[Collected data entries]
-*-

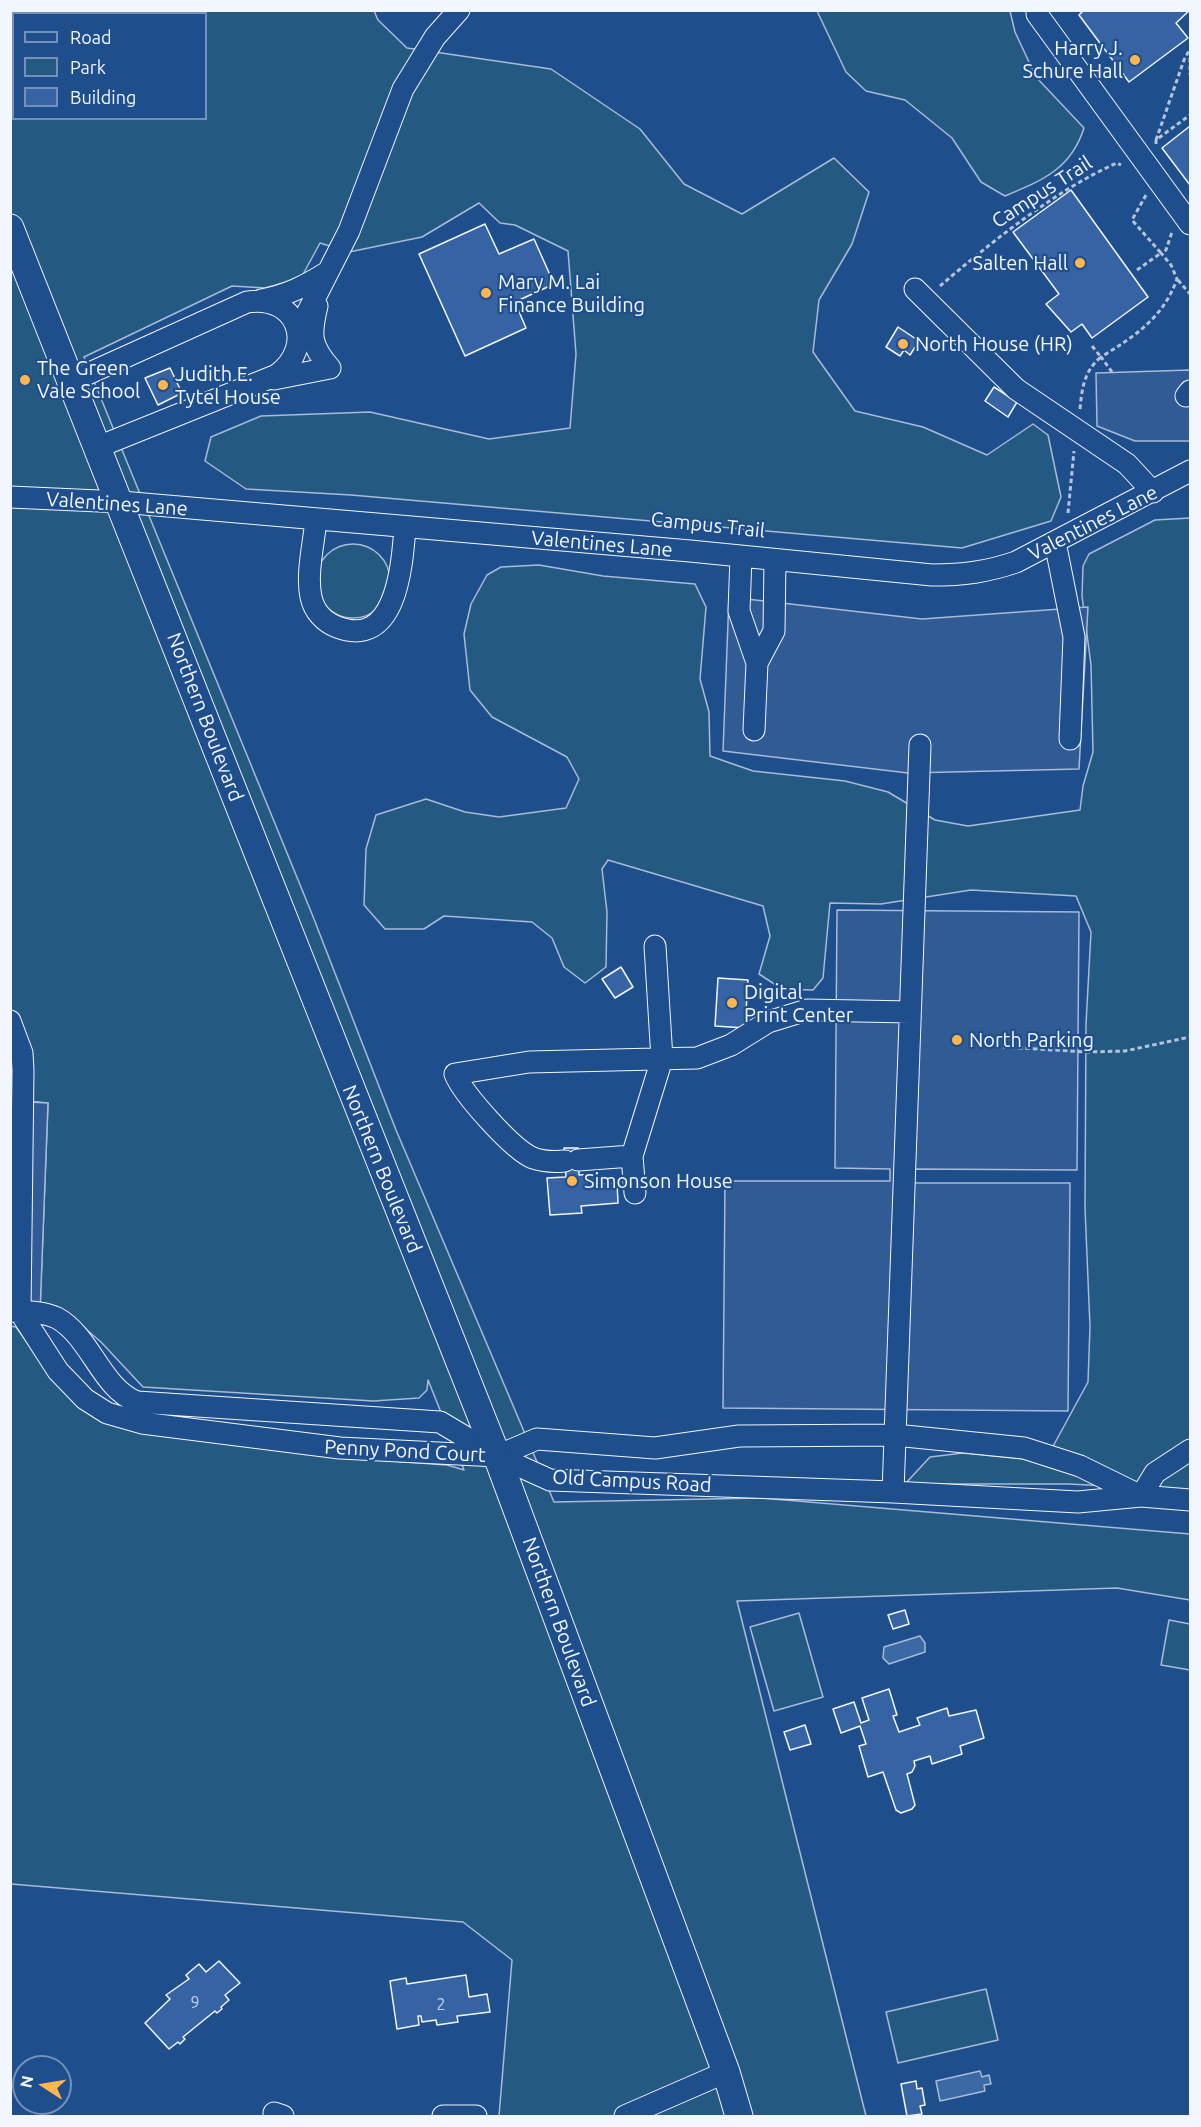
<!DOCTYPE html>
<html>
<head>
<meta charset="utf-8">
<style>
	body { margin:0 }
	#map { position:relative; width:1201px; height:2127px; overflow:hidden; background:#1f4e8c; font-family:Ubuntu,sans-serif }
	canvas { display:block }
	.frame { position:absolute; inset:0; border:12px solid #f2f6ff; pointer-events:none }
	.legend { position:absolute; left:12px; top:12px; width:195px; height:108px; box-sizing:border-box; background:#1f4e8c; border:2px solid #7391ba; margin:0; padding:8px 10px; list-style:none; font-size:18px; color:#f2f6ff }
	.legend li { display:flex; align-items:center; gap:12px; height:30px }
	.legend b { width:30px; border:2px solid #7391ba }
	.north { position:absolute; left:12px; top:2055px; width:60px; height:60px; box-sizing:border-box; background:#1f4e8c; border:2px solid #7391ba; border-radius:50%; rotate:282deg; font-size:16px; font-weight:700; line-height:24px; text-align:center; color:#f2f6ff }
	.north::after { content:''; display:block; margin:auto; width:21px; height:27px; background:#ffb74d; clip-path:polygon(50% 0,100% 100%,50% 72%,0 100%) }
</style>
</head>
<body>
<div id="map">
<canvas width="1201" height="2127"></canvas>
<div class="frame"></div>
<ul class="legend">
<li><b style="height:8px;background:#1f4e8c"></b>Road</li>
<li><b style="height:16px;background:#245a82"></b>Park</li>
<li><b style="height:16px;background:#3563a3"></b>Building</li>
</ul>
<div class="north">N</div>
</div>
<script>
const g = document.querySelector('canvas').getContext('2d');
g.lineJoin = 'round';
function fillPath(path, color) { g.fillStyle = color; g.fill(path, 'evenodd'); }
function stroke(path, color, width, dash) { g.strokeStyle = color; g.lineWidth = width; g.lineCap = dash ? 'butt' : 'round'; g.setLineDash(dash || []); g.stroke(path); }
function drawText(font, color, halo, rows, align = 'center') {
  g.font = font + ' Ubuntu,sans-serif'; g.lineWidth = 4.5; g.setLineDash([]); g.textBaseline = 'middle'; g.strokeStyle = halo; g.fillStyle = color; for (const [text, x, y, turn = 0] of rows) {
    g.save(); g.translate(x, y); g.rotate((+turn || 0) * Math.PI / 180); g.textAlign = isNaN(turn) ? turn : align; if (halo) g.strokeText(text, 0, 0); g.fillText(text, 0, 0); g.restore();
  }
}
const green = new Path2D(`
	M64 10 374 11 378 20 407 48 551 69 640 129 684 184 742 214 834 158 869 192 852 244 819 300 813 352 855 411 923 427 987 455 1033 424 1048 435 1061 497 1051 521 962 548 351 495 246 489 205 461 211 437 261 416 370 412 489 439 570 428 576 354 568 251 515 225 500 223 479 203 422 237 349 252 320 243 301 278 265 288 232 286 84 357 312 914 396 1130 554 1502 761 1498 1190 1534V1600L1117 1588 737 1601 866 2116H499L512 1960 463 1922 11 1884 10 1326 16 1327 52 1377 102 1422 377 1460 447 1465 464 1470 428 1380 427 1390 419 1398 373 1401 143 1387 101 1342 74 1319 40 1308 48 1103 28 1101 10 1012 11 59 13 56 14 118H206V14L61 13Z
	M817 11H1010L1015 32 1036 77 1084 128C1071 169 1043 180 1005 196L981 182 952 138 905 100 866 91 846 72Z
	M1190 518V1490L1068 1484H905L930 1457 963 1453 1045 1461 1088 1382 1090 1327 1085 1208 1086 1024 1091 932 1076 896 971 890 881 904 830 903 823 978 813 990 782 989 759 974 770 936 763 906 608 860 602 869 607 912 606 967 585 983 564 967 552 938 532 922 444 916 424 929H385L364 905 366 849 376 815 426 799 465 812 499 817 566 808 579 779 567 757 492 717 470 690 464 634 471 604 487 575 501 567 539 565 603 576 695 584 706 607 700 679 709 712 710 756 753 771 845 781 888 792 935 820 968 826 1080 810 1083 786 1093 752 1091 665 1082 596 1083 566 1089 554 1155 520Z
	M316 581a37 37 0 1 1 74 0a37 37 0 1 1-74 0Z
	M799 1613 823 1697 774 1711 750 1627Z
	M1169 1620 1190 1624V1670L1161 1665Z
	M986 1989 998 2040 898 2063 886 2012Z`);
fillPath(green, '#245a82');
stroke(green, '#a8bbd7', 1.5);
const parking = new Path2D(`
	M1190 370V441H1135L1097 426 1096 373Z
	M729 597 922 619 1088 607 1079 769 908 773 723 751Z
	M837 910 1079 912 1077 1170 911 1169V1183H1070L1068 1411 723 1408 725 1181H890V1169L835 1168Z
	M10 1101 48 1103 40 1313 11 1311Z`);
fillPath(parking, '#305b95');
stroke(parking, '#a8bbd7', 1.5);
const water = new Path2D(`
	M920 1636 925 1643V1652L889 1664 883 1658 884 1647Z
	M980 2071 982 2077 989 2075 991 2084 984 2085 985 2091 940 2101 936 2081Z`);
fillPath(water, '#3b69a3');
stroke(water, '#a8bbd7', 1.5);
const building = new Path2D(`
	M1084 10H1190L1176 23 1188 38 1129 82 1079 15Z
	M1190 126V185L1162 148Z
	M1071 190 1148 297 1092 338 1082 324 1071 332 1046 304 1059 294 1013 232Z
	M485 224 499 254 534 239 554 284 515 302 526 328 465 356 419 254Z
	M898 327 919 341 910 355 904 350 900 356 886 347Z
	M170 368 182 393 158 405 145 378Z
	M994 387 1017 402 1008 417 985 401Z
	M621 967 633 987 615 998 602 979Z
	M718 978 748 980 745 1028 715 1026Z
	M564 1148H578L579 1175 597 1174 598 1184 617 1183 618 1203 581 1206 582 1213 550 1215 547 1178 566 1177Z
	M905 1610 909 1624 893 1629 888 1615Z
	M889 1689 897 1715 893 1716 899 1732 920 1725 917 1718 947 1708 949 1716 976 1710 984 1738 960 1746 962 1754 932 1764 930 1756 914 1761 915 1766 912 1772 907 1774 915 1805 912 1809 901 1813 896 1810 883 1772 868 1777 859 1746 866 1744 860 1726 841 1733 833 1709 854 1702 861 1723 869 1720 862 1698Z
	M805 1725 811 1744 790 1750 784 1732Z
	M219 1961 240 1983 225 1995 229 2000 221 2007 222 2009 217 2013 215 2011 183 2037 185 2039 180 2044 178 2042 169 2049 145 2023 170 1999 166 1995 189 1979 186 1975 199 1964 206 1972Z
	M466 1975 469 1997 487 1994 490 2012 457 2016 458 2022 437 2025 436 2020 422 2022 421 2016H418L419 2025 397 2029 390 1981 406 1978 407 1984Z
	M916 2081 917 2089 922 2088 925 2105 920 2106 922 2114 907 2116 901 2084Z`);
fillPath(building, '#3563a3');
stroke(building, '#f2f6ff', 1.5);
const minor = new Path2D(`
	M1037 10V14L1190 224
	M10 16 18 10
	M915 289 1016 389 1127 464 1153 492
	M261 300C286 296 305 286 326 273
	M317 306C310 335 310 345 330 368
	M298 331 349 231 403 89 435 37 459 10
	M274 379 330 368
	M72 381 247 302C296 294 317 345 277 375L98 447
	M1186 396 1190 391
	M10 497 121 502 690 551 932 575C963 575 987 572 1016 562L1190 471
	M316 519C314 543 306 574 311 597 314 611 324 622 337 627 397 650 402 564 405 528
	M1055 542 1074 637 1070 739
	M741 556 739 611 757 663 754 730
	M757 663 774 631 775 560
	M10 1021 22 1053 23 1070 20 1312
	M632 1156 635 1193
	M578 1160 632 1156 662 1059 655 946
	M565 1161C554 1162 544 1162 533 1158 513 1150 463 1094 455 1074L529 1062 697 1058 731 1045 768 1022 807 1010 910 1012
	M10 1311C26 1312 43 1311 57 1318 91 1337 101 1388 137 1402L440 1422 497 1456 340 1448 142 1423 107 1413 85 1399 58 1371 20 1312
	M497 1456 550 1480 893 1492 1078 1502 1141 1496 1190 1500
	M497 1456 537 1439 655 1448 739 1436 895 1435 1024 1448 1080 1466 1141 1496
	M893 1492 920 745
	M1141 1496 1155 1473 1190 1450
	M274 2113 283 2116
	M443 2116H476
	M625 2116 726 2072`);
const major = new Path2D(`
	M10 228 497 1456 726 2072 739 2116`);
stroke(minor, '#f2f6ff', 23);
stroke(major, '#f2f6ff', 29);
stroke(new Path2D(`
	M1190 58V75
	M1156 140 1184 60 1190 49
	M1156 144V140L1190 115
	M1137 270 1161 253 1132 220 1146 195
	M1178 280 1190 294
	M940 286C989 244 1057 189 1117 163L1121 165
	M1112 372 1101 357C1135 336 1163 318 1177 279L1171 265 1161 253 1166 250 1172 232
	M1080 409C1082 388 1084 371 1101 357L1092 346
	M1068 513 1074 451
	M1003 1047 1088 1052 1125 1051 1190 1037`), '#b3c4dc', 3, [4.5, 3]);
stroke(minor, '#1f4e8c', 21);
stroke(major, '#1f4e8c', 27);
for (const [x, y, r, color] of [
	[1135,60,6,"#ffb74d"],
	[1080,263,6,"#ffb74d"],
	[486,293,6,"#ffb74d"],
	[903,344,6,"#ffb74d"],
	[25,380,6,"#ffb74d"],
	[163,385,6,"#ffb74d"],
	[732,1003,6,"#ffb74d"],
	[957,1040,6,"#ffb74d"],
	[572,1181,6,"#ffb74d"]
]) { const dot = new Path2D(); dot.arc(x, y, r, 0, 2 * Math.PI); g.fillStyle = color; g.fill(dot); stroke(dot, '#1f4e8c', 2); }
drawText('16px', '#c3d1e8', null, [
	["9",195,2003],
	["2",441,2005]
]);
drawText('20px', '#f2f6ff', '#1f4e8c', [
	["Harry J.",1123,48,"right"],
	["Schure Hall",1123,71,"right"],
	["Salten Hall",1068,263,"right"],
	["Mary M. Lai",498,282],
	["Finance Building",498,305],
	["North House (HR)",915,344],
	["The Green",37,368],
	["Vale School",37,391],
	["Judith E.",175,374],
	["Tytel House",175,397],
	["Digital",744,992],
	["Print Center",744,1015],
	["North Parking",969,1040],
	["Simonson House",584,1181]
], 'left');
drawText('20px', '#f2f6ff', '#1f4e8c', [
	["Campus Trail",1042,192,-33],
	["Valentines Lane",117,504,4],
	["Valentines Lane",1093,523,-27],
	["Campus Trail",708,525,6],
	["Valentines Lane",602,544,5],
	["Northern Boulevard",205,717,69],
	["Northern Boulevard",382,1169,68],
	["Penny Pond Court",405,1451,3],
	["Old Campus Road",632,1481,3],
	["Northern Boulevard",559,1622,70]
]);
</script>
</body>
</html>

-*-

Put down exactly the lines of the data above that run from its first line through the line bearing "function drawText(font, color, halo, rows, align", and no pictures.

<!DOCTYPE html>
<html>
<head>
<meta charset="utf-8">
<style>
	body { margin:0 }
	#map { position:relative; width:1201px; height:2127px; overflow:hidden; background:#1f4e8c; font-family:Ubuntu,sans-serif }
	canvas { display:block }
	.frame { position:absolute; inset:0; border:12px solid #f2f6ff; pointer-events:none }
	.legend { position:absolute; left:12px; top:12px; width:195px; height:108px; box-sizing:border-box; background:#1f4e8c; border:2px solid #7391ba; margin:0; padding:8px 10px; list-style:none; font-size:18px; color:#f2f6ff }
	.legend li { display:flex; align-items:center; gap:12px; height:30px }
	.legend b { width:30px; border:2px solid #7391ba }
	.north { position:absolute; left:12px; top:2055px; width:60px; height:60px; box-sizing:border-box; background:#1f4e8c; border:2px solid #7391ba; border-radius:50%; rotate:282deg; font-size:16px; font-weight:700; line-height:24px; text-align:center; color:#f2f6ff }
	.north::after { content:''; display:block; margin:auto; width:21px; height:27px; background:#ffb74d; clip-path:polygon(50% 0,100% 100%,50% 72%,0 100%) }
</style>
</head>
<body>
<div id="map">
<canvas width="1201" height="2127"></canvas>
<div class="frame"></div>
<ul class="legend">
<li><b style="height:8px;background:#1f4e8c"></b>Road</li>
<li><b style="height:16px;background:#245a82"></b>Park</li>
<li><b style="height:16px;background:#3563a3"></b>Building</li>
</ul>
<div class="north">N</div>
</div>
<script>
const g = document.querySelector('canvas').getContext('2d');
g.lineJoin = 'round';
function fillPath(path, color) { g.fillStyle = color; g.fill(path, 'evenodd'); }
function stroke(path, color, width, dash) { g.strokeStyle = color; g.lineWidth = width; g.lineCap = dash ? 'butt' : 'round'; g.setLineDash(dash || []); g.stroke(path); }
function drawText(font, color, halo, rows, align = 'center') {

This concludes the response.